Interesting Facts About Japanese Tattoos

On January 2, 2013, in Tattoo Facts, by Tristan G

What is the first thing that comes to your mind when someone mentions Japan – Ninja warriors, robots, geishas, kamikaze, magnificent culture, Samurai warriors, Scarlett Johansson or Bill Murray? For many people the first thing would be incredible Japanese tattoos.

The history of tattoo practice in Japan stretches back to ancient times and it is almost as old as Buddhism. Interesting fact about the beginnings of tattooing in Japan is that they were first used by members of upper stratum of society so to express their social status, which is completely opposed to established opinion that tattoos in Japan were connected with criminal organizations from their very beginning.

Irezumi Tattoo
One of the oldest tattoo designs in Japan is Irezumi which literally means “to put ink into the skin”. This technique was commonly used for marking the outlaws. Irezumi was inspired by wood carving and, according to studies, first tattoo artists started as woodblock artists. They simply replaced woodblocks with human bodies, but kept tools for carving the wood panels such as small chisels and gauges. The woodblock art is time consuming which also applies to tattooing using the same technique.

Even today, to finish the design using this old-school technique can take up to 10 years and is very expensive. Some of the Irezumi tattoo designs cost more than $30,000. So, if you are patient enough and you don’t mind visiting your tattoo artist every week over several years, if you can tolerate high level of pain and your budget is sufficient, Irezumi is perfect for you. This tattoo design is commonly connected to notorious Yakuza gangs, but many people don’t know that blue collar workers, firemen, and carpenters also wear this kind of tattoo.

In Japanese culture there are five ways for a geisha to avow her love and devotion to her client. One of them is tattooing the name of her client on her body. Other proofs are writing a love vow which is nice, cutting off hair which is weird, removing a nail from her finger – which is weirder, and cutting off little finger – which is the mother of all weirdness. There was also an extreme proof of mutual love – a double suicide, but come on, it’s so 18th century.

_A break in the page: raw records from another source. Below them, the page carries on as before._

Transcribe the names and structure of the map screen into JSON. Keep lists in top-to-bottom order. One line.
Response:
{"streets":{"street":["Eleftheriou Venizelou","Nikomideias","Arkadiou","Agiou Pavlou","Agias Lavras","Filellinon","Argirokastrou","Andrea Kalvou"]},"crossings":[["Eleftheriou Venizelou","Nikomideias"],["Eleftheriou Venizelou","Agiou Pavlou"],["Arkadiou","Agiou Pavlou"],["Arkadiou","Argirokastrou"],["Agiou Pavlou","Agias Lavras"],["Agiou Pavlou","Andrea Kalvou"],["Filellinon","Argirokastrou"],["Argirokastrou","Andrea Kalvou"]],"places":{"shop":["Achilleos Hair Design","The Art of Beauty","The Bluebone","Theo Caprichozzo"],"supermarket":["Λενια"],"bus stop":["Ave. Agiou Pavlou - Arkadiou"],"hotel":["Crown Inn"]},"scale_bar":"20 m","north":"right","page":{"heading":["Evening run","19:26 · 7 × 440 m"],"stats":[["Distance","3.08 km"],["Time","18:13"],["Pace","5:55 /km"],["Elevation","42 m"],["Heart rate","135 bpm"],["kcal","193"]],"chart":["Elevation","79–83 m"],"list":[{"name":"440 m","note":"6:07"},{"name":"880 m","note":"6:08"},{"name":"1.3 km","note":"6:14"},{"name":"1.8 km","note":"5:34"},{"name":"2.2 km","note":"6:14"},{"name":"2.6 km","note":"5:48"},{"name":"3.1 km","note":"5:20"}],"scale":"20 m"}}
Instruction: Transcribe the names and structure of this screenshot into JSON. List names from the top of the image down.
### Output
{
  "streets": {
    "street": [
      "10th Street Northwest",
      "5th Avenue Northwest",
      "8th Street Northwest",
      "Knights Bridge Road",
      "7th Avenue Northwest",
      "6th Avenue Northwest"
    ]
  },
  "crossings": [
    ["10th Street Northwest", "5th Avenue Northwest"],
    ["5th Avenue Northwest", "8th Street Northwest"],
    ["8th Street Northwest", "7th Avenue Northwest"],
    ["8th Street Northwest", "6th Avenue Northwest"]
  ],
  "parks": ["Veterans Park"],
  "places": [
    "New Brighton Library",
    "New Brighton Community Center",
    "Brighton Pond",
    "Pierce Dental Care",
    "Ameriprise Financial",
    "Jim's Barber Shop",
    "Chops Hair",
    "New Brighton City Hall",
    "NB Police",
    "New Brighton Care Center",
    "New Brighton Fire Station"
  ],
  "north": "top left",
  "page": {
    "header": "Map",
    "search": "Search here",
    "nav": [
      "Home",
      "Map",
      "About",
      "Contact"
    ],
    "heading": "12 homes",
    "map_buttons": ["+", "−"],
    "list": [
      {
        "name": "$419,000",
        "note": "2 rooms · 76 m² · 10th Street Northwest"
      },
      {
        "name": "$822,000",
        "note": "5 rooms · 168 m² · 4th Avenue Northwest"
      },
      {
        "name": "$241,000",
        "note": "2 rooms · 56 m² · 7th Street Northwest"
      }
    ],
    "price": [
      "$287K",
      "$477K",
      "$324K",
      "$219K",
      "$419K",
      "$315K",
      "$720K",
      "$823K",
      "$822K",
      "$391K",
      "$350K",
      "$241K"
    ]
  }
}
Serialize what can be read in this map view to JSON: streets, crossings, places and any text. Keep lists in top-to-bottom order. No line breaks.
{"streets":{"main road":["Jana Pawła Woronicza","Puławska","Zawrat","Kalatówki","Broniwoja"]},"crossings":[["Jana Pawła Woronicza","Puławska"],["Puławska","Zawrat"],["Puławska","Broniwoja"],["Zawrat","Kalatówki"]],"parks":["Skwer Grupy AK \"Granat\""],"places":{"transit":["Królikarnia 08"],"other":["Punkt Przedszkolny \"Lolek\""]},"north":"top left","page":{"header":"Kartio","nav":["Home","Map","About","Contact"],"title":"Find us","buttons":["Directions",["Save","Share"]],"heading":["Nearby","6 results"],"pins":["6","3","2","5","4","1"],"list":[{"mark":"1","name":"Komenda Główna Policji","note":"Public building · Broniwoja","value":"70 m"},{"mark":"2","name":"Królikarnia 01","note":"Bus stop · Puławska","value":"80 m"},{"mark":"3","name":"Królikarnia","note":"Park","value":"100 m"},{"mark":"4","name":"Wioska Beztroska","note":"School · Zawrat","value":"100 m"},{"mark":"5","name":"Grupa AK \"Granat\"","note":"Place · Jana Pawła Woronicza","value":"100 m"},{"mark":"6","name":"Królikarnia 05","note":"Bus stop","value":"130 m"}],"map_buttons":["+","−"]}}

Kishobori – the vow or oath tattoo was interesting dot pattern tattoo design representing the places on body where lovers touched each other, but usually they tattooed a dot on the top of their hands to mark the spot where partner’s thumb was placed when holding hands. Maybe these tattoos look like moles, but they are very romantic.

The Japanese tattoo art is full of creatures from animal kingdom and mystical world. The most common is a dragon tattoo which symbolizes power, strong will and fearlessness. According to legends, the only way to pass the dragon on your path is to answer his riddles. That’s why the dragon tattoo is also a symbol for wisdom. A Phoenix tattoo represents immortality and triumph of life over death. In Asian religions Lotus flower has important place because lotus grows out of mud into a beautiful flower. Lotus tattoo symbolizes positive changes and individualism.